Communication and stakeholder management
20%How you present a finding, handle disagreement, and navigate competing priorities. Data analysts are often the most cross-functional person on a data team — poor communicators stall regardless of technical skill.
Statistics and experimental design
10%A/B testing literacy, p-value interpretation, and knowing when not to run an experiment. Weighted lower than SQL at most companies, but a single critical error (wrong p-value definition, ignoring multiple comparisons) can fail a candidate.
Tooling and data stack fluency
5%Familiarity with the company's specific BI tool (Looker, Tableau, Mode), data warehouse (Snowflake, BigQuery), and workflow tools (dbt, Airflow). Rarely determinative, but a signal of whether you can contribute quickly.
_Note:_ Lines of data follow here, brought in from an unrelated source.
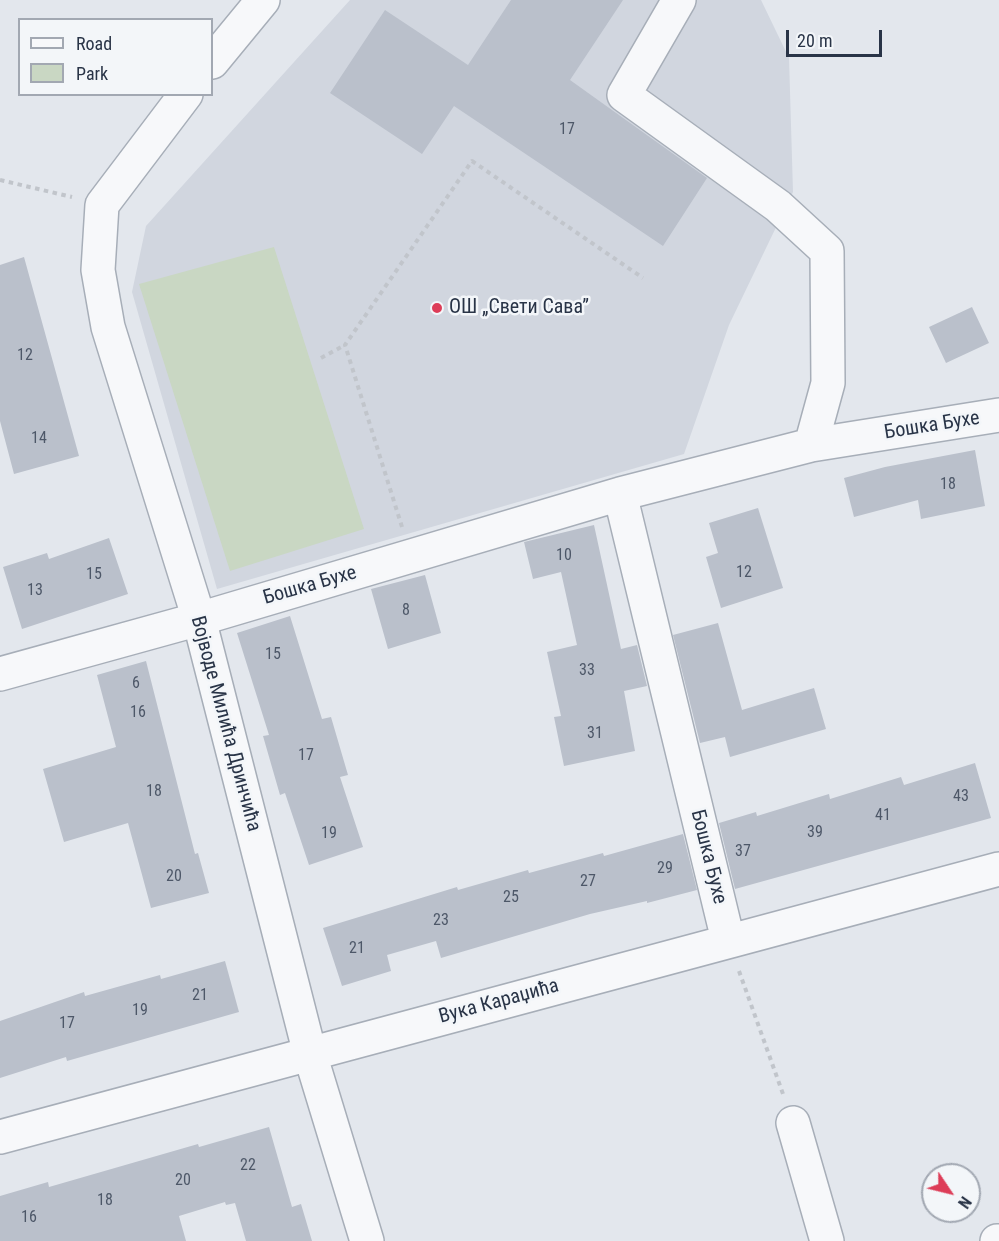 <!DOCTYPE html>
<meta charset="utf-8">
<style>
body{margin:0}
#map{position:relative;width:999px;height:1241px;overflow:hidden;background:#e3e7ed;font-family:"Roboto Condensed",sans-serif}
canvas{display:block}
.legend{position:absolute;left:18px;top:18px;width:195px;height:78px;box-sizing:border-box;background:#f3f6f9;border:2px solid #a2a8b2;margin:0;padding:8px 10px;list-style:none;font-size:18px;color:#293447}
.legend li{display:flex;align-items:center;gap:12px;height:30px}
.legend b{width:30px;border:2px solid #a2a8b2}
.north{position:absolute;left:921px;top:1163px;width:60px;height:60px;box-sizing:border-box;background:#f3f6f9;border:2px solid #a2a8b2;border-radius:50%;rotate:125deg;font-size:16px;font-weight:700;line-height:24px;text-align:center;color:#293447}
.north::after{content:'';display:block;margin:auto;width:21px;height:27px;background:#dd3d58;clip-path:polygon(50% 0,100% 100%,50% 72%,0 100%)}
.scale{position:absolute;left:786px;top:30px;width:96px;height:27px;box-sizing:border-box;border:3px solid #293447;border-top:0;padding-left:8px;font-size:18px;line-height:21px;white-space:nowrap;color:#293447;-webkit-text-stroke:4px #f3f6f9;paint-order:stroke}
</style>
<div id="map">
<canvas width="999" height="1241"></canvas>
<ul class="legend">
<li><b style="height:8px;background:#f7f8fa"></b>Road</li>
<li><b style="height:16px;background:#c9d7c3"></b>Park</li>
</ul>
<div class="north">N</div>
<div class="scale">20 m</div>
</div>
<script>
const context = document.querySelector('canvas').getContext('2d');
context.lineJoin = 'round';
function paint(path, color) { context.fillStyle = color; context.fill(path, 'evenodd'); }
const shape = rows => new Path2D(rows.map(r => 'M' + r).join(''));
function stroke(path, color, width, dash) { context.strokeStyle = color; context.lineWidth = width; context.lineCap = dash ? 'butt' : 'round'; context.setLineDash(dash || []); context.stroke(path); }
function label(font, color, halo, rows, align = 'center') {
  context.font = font + ' "Roboto Condensed",sans-serif'; context.lineWidth = 5; context.setLineDash([]); context.textBaseline = 'middle'; context.strokeStyle = halo; context.fillStyle = color; for (const [text, x, y, turn = 0] of rows) {
    context.save(); context.translate(x, y); context.rotate((+turn || 0) * Math.PI / 180); context.textAlign = isNaN(turn) ? turn : align; if (halo) context.strokeText(text, 0, 0); context.fillText(text, 0, 0); context.restore();
  }
}
const built = shape([
 [350,0,761,0,789,58,793,192,729,325,684,454,217,589,132,292,146,226]
]);
const green = shape([
 [274,247,364,529,230,571,139,284]
]);
const building = shape([
 [511,0,623,0,570,80,707,178,663,246,454,106,422,154,330,93,385,10,468,65],
 [24,257,79,456,14,474,0,421,0,265],
 [972,307,989,343,946,363,929,327],
 [975,450,985,506,921,519,918,500,854,517,844,478,885,467],
 [758,508,783,588,721,608,706,557,718,553,709,523],
 [594,525,621,649,637,645,647,686,624,691,635,751,564,766,554,717,561,716,547,652,577,645,561,572,533,579,524,542],
 [109,538,128,594,22,629,3,567,47,553,49,559],
 [425,575,441,633,388,649,371,589],
 [290,616,322,719,331,717,348,775,340,777,363,847,309,865,285,793,280,795,263,736,269,735,237,633],
 [718,623,742,710,814,688,826,729,730,757,725,737,700,743,673,635],
 [146,661,195,854,198,853,209,893,151,908,128,823,64,842,43,769,116,747,97,675],
 [975,763,991,818,735,889,719,823,756,812,757,816,829,794,830,799,901,777,904,785],
 [683,834,697,890,647,903,647,901,590,914,441,958,436,941,387,955,391,971,342,986,323,928,457,887,458,890,528,870,529,873,603,853,604,856],
 [225,961,239,1012,67,1061,66,1057,0,1078,0,1021,84,992,85,996,160,975,161,979],
 [269,1127,292,1207,301,1204,312,1241,246,1241,235,1203,226,1205,225,1202,179,1216,186,1241,0,1241,0,1196,48,1182,49,1187,198,1144,199,1147]
]);
const path = shape([
 [0,180,72,197],
 [321,358,345,345],
 [402,527,345,345,472,161,643,278],
 [739,971,783,1094]
]);
const minor = shape([
 [679,0,624,95,778,206,827,251,828,383,811,445],
 [212,62,263,0],
 [186,94,102,205,98,270,108,327,199,619,310,1054,367,1241],
 [620,494,728,940],
 [0,674,199,619,620,494,811,445,999,415],
 [793,1123,827,1241],
 [0,1137,999,869],
 [997,1241,999,1241]
]);
const markers = [
 [437,308,6,"#dd3d58"]
];
const numberNames = [
 ["17",567,130],
 ["12",25,356],
 ["14",39,439],
 ["18",948,485],
 ["10",564,556],
 ["12",744,573],
 ["15",94,575],
 ["13",35,591],
 ["8",406,611],
 ["15",273,655],
 ["33",587,671],
 ["6",136,684],
 ["16",138,713],
 ["31",595,734],
 ["17",306,756],
 ["18",154,792],
 ["43",961,797],
 ["41",883,816],
 ["39",815,833],
 ["19",329,834],
 ["37",743,852],
 ["29",665,869],
 ["20",174,877],
 ["27",588,882],
 ["25",511,898],
 ["23",441,921],
 ["21",357,949],
 ["21",200,996],
 ["19",140,1011],
 ["17",67,1024],
 ["22",248,1166],
 ["20",183,1181],
 ["18",105,1201],
 ["16",29,1218]
];
const poiNames = [
 ["ОШ „Свети Сава”",449,308]
];
const streetNames = [
 ["Бошка Бухе",932,426,-9],
 ["Бошка Бухе",310,586,-16],
 ["Војводе Милића Дринчића",225,724,75],
 ["Бошка Бухе",708,857,76],
 ["Вука Караџића",499,1002,-15]
];
paint(built, '#d1d6df');
paint(green, '#c9d7c3');
paint(building, '#bac0cb');
stroke(minor, '#a7aeb8', 36);
stroke(path, '#c1c5cb', 4, [4.5, 4.5]);
stroke(minor, '#f7f8fa', 33);
for (const [x, y, r, color] of markers) { const dot = new Path2D(); dot.arc(x, y, r, 0, 2 * Math.PI); context.fillStyle = color; context.fill(dot); stroke(dot, '#f3f6f9', 2); }
label('16px', '#4d5768', null, numberNames);
label('20px', '#293447', '#f3f6f9', poiNames, 'left');
label('20px', '#293447', '#f3f6f9', streetNames);
</script>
How to prepare for a Data Analyst interview
Master window functions before anything else
RANK, DENSE_RANK, ROW_NUMBER, LAG, LEAD, and frame-bounded aggregations (ROWS BETWEEN) appear in 80% of data analyst SQL screens. Practice each one on a real dataset, not just in isolation. Build one end-to-end query that uses three window functions in the same CTE — that is the level of fluency interviews expect at mid-level and above.
Prepare one investigation story per domain
Almost every data analyst interview includes a "metric dropped — investigate" scenario. Before your loop, write out two or three investigation stories from your experience: what dropped, your debugging sequence, what you ruled out, and what you found. Having real examples makes case-study responses concrete and fast. If you have not seen a real drop, work through a hypothetical until the sequence is automatic.
Know your SQL engine's specific behavior
PostgreSQL, BigQuery, Snowflake, and Redshift handle CTEs, date functions, and NULL comparison differently. Know which engine the company uses before your screen (ask in the recruiter call or check their job description), then practice with that engine. Getting a Snowflake-specific syntax question wrong because you practiced on MySQL is preventable.
Practice translating analysis to business language
Take your best past analysis and explain it in two sentences to someone who does not know SQL. Then explain it in one sentence. The compression exercise forces you to identify the actual business implication. Interviewers who are PMs or VPs of Product will weight your communication clarity as much as your technical accuracy.
Learn dbt basics even if your current job does not use it
dbt (data build tool) is now the de facto standard for analytics engineering at modern data teams. In 2026, senior analyst roles almost universally list dbt in the job description. You do not need to be an expert, but being able to explain what a dbt model is, how testing works in dbt, and why it is preferable to raw SQL scripts signals that you are current with the field.